Records from a collection:
○ ○ ○ ○

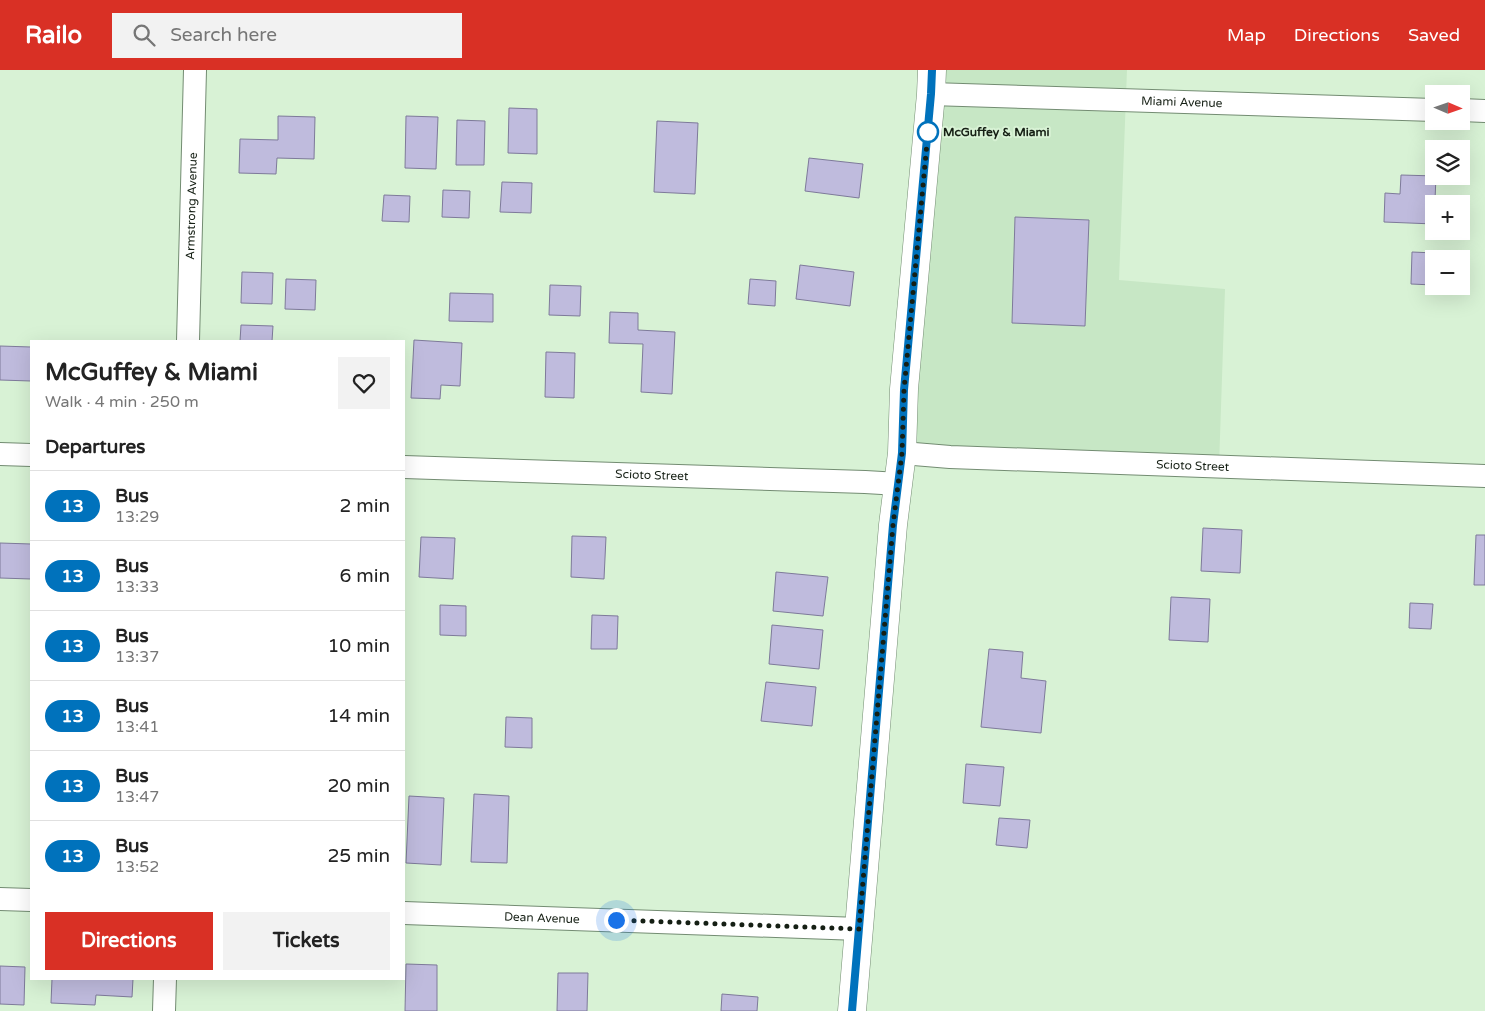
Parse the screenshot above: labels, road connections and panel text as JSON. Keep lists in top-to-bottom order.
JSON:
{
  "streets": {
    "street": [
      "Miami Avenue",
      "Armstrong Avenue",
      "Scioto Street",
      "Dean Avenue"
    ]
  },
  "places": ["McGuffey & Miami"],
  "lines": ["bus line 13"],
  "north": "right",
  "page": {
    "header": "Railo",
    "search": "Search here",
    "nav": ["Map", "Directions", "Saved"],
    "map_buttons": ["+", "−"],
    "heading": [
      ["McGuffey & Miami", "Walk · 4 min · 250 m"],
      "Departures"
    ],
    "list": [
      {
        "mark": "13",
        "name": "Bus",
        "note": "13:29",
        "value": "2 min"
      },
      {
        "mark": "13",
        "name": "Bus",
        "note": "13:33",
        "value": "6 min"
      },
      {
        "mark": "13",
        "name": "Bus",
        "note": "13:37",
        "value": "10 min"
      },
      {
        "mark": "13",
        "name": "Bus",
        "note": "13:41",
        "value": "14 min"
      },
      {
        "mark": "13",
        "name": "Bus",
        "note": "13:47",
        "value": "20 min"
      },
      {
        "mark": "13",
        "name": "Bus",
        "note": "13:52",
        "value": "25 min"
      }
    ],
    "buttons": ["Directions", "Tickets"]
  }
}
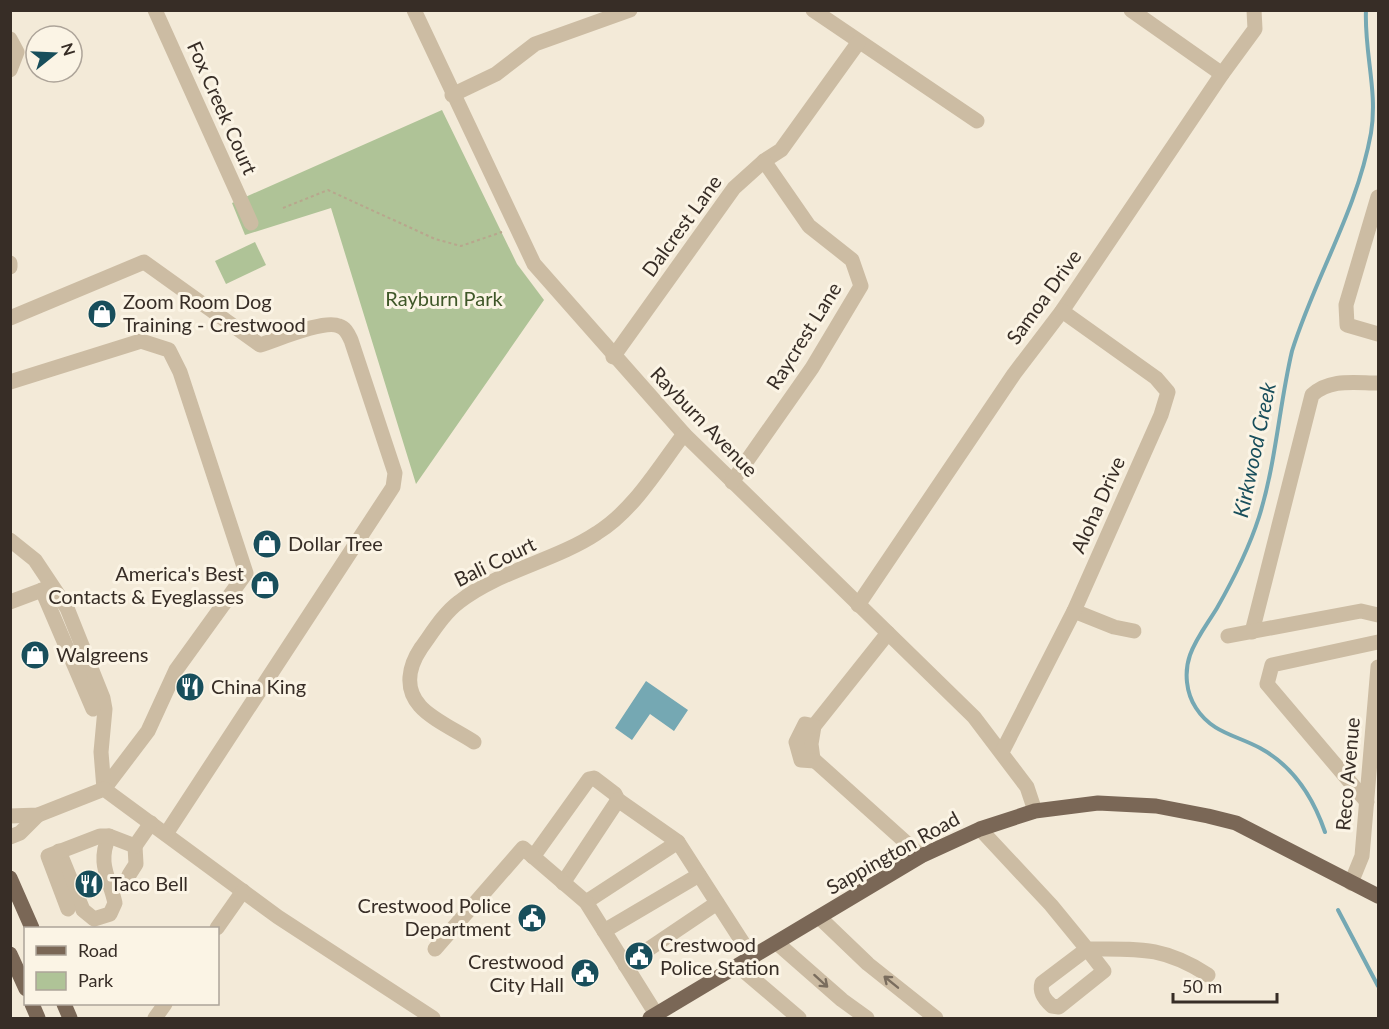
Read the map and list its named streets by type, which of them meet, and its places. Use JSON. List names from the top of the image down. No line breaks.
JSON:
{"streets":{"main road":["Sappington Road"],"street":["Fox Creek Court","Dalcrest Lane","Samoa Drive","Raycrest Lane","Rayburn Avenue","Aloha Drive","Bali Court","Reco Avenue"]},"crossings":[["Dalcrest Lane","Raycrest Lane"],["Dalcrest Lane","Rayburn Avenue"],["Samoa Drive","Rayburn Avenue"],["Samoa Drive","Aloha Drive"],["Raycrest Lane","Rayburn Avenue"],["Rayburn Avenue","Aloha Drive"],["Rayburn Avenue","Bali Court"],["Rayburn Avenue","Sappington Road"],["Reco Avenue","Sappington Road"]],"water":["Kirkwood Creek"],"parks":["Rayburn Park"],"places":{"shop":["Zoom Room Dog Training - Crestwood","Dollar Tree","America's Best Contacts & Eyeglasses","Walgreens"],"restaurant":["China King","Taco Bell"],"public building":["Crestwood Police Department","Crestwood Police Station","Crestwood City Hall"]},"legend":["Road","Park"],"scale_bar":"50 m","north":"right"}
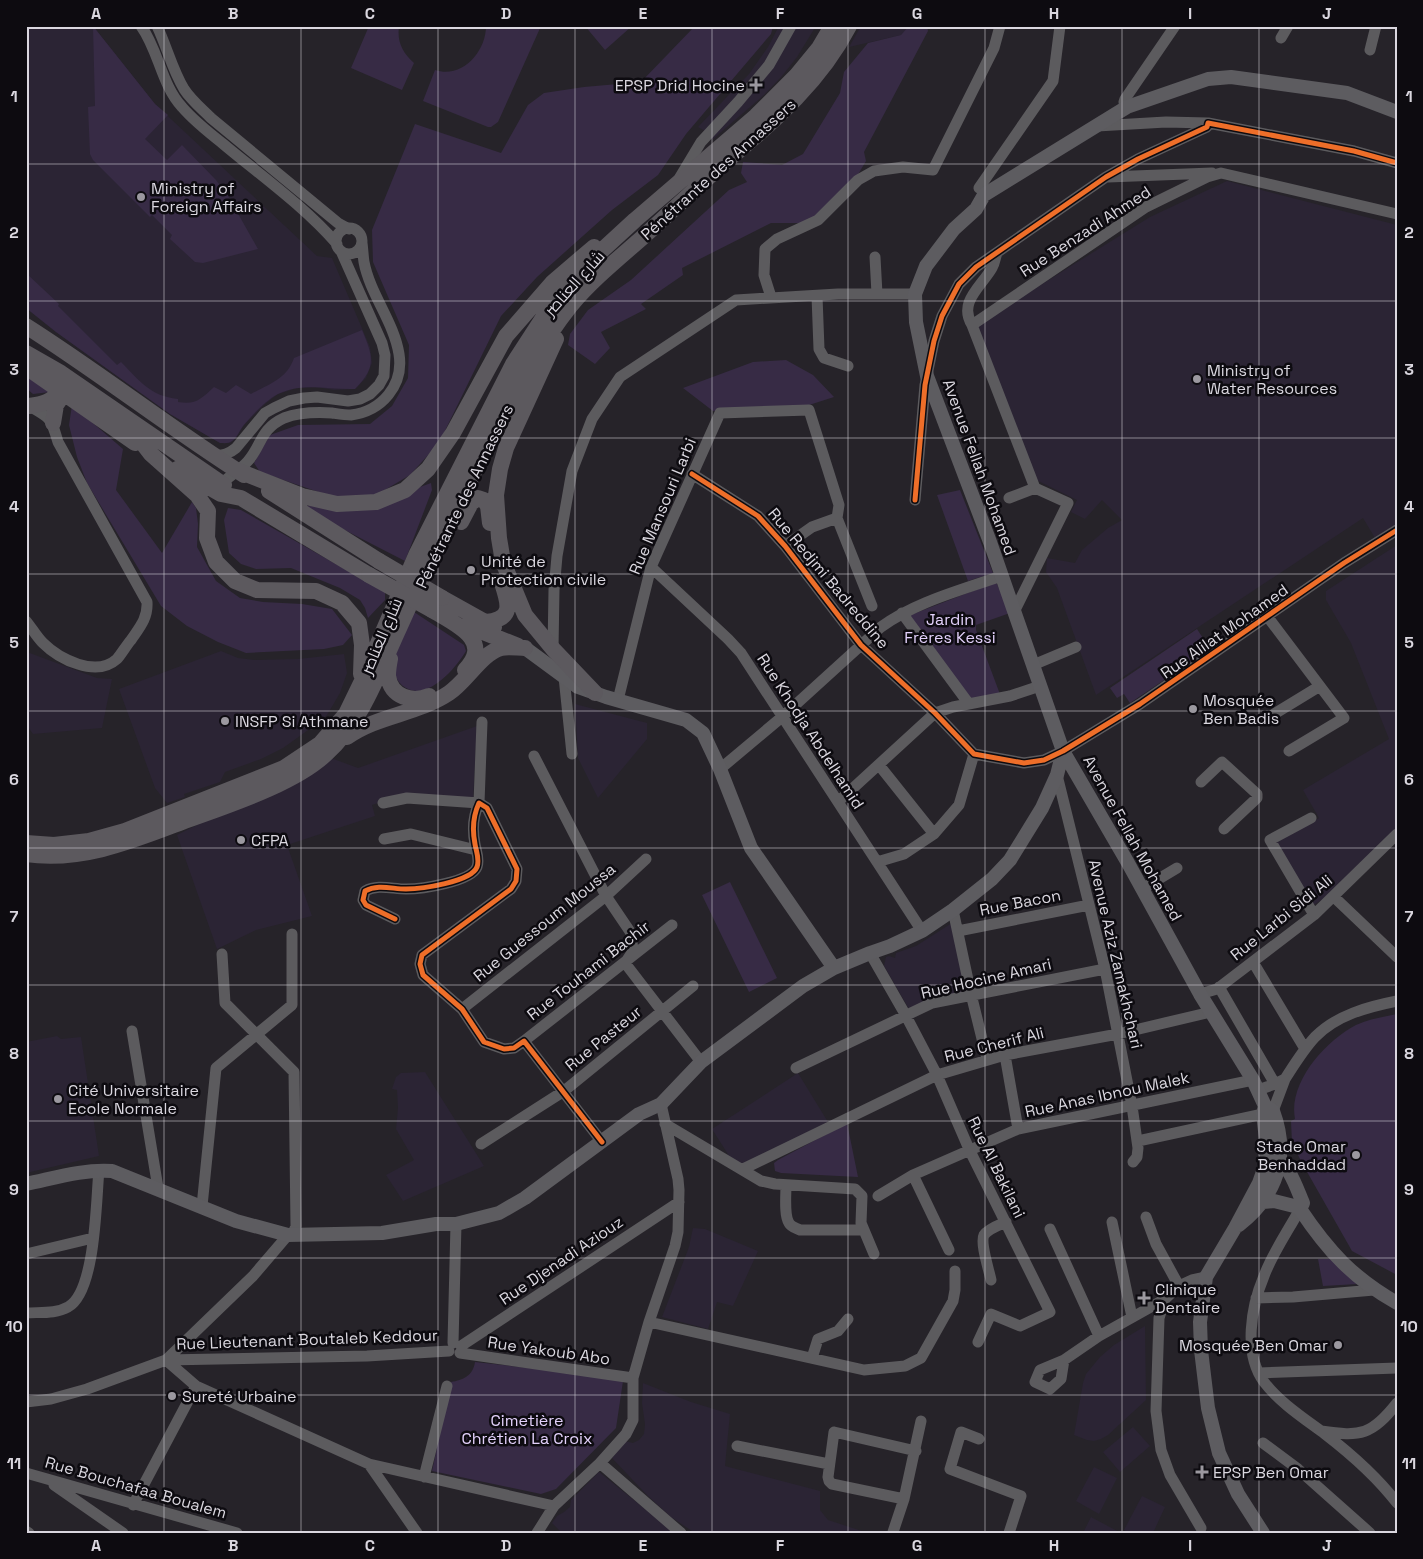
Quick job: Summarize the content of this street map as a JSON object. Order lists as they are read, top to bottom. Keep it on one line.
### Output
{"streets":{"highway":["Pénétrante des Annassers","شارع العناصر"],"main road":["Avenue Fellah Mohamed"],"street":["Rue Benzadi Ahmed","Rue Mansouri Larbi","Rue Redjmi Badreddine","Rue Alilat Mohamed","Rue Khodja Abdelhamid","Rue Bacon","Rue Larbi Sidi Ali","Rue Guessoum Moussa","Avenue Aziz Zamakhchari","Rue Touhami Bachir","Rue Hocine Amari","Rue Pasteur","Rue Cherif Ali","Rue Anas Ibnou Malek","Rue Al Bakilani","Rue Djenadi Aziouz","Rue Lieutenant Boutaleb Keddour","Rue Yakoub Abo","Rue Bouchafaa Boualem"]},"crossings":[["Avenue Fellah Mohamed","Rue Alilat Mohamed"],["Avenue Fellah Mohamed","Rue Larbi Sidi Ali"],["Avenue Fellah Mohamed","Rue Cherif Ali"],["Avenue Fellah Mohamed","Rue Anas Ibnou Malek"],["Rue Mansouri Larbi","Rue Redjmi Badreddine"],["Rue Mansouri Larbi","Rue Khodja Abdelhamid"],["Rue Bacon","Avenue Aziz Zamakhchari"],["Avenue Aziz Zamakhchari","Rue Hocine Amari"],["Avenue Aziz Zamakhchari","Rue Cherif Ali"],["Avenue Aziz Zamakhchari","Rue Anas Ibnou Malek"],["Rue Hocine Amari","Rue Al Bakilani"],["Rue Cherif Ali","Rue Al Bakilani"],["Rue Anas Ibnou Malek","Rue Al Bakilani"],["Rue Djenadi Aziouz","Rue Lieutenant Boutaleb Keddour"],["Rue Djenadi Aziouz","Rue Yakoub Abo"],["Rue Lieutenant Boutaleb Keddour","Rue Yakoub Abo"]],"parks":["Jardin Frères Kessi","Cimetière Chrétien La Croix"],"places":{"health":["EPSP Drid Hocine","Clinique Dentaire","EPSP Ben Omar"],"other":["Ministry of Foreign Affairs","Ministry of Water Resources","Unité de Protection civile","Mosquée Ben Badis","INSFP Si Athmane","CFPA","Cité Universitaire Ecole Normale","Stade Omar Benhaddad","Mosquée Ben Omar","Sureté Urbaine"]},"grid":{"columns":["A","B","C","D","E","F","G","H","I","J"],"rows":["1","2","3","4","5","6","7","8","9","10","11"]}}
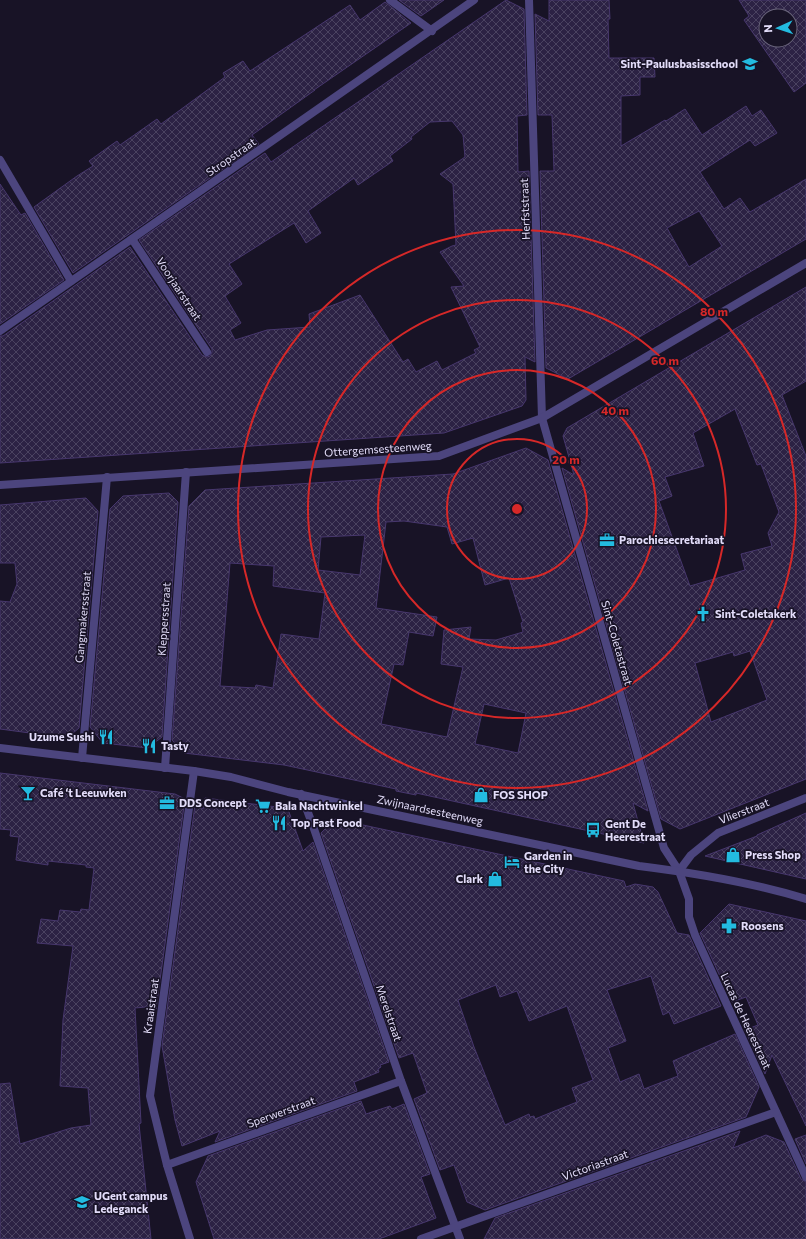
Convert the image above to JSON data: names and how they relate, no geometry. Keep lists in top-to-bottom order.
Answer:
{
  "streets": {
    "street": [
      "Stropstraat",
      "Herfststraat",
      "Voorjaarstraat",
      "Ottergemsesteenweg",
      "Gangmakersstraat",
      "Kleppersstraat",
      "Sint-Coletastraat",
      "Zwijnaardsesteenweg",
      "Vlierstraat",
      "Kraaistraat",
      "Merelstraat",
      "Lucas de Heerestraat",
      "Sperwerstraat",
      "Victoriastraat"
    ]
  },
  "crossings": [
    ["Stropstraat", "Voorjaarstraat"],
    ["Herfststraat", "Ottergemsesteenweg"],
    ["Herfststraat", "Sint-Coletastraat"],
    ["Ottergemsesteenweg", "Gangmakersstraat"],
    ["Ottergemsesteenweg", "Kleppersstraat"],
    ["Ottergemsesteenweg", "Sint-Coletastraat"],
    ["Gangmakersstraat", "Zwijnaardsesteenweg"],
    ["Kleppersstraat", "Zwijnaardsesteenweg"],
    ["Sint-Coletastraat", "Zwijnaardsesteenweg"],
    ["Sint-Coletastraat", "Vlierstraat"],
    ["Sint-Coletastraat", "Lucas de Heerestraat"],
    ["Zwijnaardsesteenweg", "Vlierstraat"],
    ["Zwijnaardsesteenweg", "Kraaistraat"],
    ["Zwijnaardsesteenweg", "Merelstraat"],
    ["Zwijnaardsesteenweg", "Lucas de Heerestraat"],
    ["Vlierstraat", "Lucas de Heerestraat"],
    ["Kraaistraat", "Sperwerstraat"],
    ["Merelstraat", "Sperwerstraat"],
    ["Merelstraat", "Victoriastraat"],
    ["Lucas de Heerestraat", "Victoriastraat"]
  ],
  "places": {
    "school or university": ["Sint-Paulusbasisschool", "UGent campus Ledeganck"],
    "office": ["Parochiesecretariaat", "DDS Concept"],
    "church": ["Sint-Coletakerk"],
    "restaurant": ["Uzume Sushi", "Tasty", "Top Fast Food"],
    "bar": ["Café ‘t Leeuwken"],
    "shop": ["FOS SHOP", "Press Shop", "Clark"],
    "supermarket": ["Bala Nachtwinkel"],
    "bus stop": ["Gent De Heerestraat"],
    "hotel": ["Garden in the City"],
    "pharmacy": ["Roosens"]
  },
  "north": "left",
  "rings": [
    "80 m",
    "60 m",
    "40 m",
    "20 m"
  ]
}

○ ○ ○ ○

* **Exercise description**
Print the data above exactly, from its first line to the line bearing "Read the map" inclusive, and keep pictures out of the result.

* **Written answer**
Parse the screenshot above: labels, road connections and panel text as JSON. Keep lists in top-to-bottom order.
JSON:
{
  "streets": {
    "street": [
      "Miami Avenue",
      "Armstrong Avenue",
      "Scioto Street",
      "Dean Avenue"
    ]
  },
  "places": ["McGuffey & Miami"],
  "lines": ["bus line 13"],
  "north": "right",
  "page": {
    "header": "Railo",
    "search": "Search here",
    "nav": ["Map", "Directions", "Saved"],
    "map_buttons": ["+", "−"],
    "heading": [
      ["McGuffey & Miami", "Walk · 4 min · 250 m"],
      "Departures"
    ],
    "list": [
      {
        "mark": "13",
        "name": "Bus",
        "note": "13:29",
        "value": "2 min"
      },
      {
        "mark": "13",
        "name": "Bus",
        "note": "13:33",
        "value": "6 min"
      },
      {
        "mark": "13",
        "name": "Bus",
        "note": "13:37",
        "value": "10 min"
      },
      {
        "mark": "13",
        "name": "Bus",
        "note": "13:41",
        "value": "14 min"
      },
      {
        "mark": "13",
        "name": "Bus",
        "note": "13:47",
        "value": "20 min"
      },
      {
        "mark": "13",
        "name": "Bus",
        "note": "13:52",
        "value": "25 min"
      }
    ],
    "buttons": ["Directions", "Tickets"]
  }
}
Read the map and list its named streets by type, which of them meet, and its places. Use JSON. List names from the top of the image down. No line breaks.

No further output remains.